Hygiene promotion standard 1: Hygiene promotion implementation
Affected men, women and children of all ages are aware of key public health risks and are mobilised to adopt measures to prevent the deterioration in hygienic conditions and to use and maintain the facilities provided.
Systematically provide information on hygiene-related risks and preventive actions using appropriate channels of mass communication (see guidance notes 1–2).
Identify specific social, cultural or religious factors that will motivate different social groups in the community and use them as the basis for a hygiene promotion communication strategy (see guidance note 2).
- Use interactive hygiene communication methods wherever feasible in order to ensure ongoing dialogue and discussions with those affected (see guidance note 3).
In partnership with the affected community, regularly monitor key hygiene practices and the use of facilities provided (see guidance note 3 and Core Standard 5, guidance notes 1, 3–5).
- Negotiate with the population and key stakeholders to define the terms and conditions for community mobilisers (see guidance note 5).
Key indicators (to be read in conjunction with the guidance notes)
All user groups can describe and demonstrate what they have done to prevent the deterioration of hygiene conditions (see guidance note 1).
All facilities provided are appropriately used and regularly maintained.
All people wash their hands after defecation, after cleaning a child’s bottom, before eating and preparing food (see guidance note 6).
- All hygiene promotion activities and messages address key behaviours and misconceptions and are targeted at all user groups (see guidance note 6).
Representatives from all user groups are involved in planning, training, implementation, monitoring and evaluation of the hygiene promotion work (see guidance notes 1–6 and Core standard 1, Guidance notes 1–5).
- Care-takers of young children and infants are provided with the means for safe disposal of children’s faeces (see Excreta disposal standard 1 and guidance note 6).
1. Targeting priority hygiene risks and behaviours: The understanding gained through assessing hygiene risks, tasks and responsibilities of different groups should be used to plan and prioritise assistance, so that the information flow between humanitarian actors and the affected population is appropriately targeted, and misconceptions, where found, are addressed.
2. Reaching all sections of the population: In the early stages of a disaster, it may be necessary to rely on the mass media to ensure that as many people as possible receive important information about reducing health risks.

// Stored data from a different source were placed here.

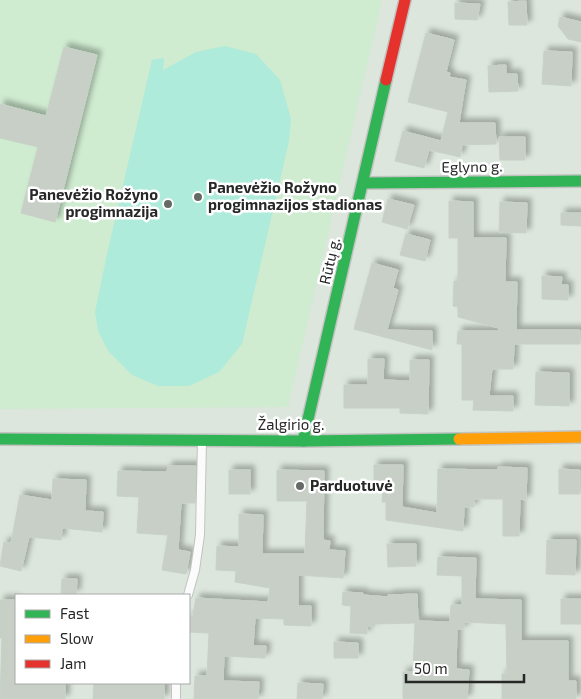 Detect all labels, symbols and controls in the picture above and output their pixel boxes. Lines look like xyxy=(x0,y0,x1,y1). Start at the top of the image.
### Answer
street label: Eglyno g. xyxy=(441,156,503,176)
place label: Panevėžio Rožyno progimnazijos stadionas xyxy=(208,178,382,213)
place label: Panevėžio Rožyno progimnazija xyxy=(29,185,158,220)
marker: Panevėžio Rožyno progimnazijos stadionas xyxy=(192,191,204,203)
marker: Panevėžio Rožyno progimnazija xyxy=(162,198,174,210)
street label: Rūtų g. xyxy=(315,236,343,286)
street label: Žalgirio g. xyxy=(258,415,324,433)
place label: Parduotuvė xyxy=(310,476,393,494)
marker: Parduotuvė xyxy=(294,480,306,492)
legend xyxy=(15,594,190,684)
text: Fast xyxy=(60,604,90,622)
text: Slow xyxy=(60,629,94,647)
scale bar xyxy=(406,652,524,684)
text: Jam xyxy=(60,654,86,672)
text: 50 m xyxy=(414,659,448,677)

Different groups should be targeted with different information, education and communication materials through relevant communication channels, so that information reaches all members of the population. This is especially important for those who are non-literate, have communication difficulties and/or do not have access to radio or television. Popular media (drama, songs, street theatre, dance, etc.) might also be effective in this instance. Coordination with the education cluster will be important to determine the opportunities for carrying out hygiene activities in schools.
3. Interactive methods: Participatory materials and methods that are culturally appropriate offer useful opportunities for affected people to plan and monitor their own hygiene improvements. It also gives them the opportunity to make suggestions or complaints about the programme, where necessary. The planning of hygiene promotion must be culturally appropriate. Hygiene promotion activities need to be carried out by facilitators who have the characteristics and skills to work with groups that might share beliefs and practices different from their own (for example, in some cultures it is not acceptable for women to speak to unknown men).
4. Overburdening: It is important to ensure that no one group (e.g. women) within the affected population is overburdened with the responsibility for hygiene promotion activities or the management of activities that promote hygiene. Benefits, such as training and employment opportunities, should be offered to women, men and marginalised groups.
5. Terms and conditions for community mobilisers: The use of outreach workers or home visitors provides a potentially more interactive way to access large numbers of people, but these workers will need support to develop facilitation skills. As a rough guide in a camp scenario, there should be two hygiene promoters/community mobilisers per 1,000 members of the affected population. Community mobilisers may also be employed as daily workers, on a contract or on a voluntary basis, and in accordance to national legislation. Whether workers have paid or volunteer status must be discussed with the affected population, implementing organisations and across clusters to avoid creating tension and disrupting the long-term sustainability of systems already in place.
6. Motivating different groups to take action: It is important to realise that health may not be the most important motivator for changes in behaviour. The need for privacy, safety, convenience, observation of religious and cultural norms, social status and esteem may be stronger driving forces than the promise of better health. These triggering factors need to be taken in to account when designing promotional activities and must be effectively incorporated into the design and siting of facilities in conjunction with the engineering team. The emphasis should not be solely on individual behavioural change but also on social mobilisation and working with groups.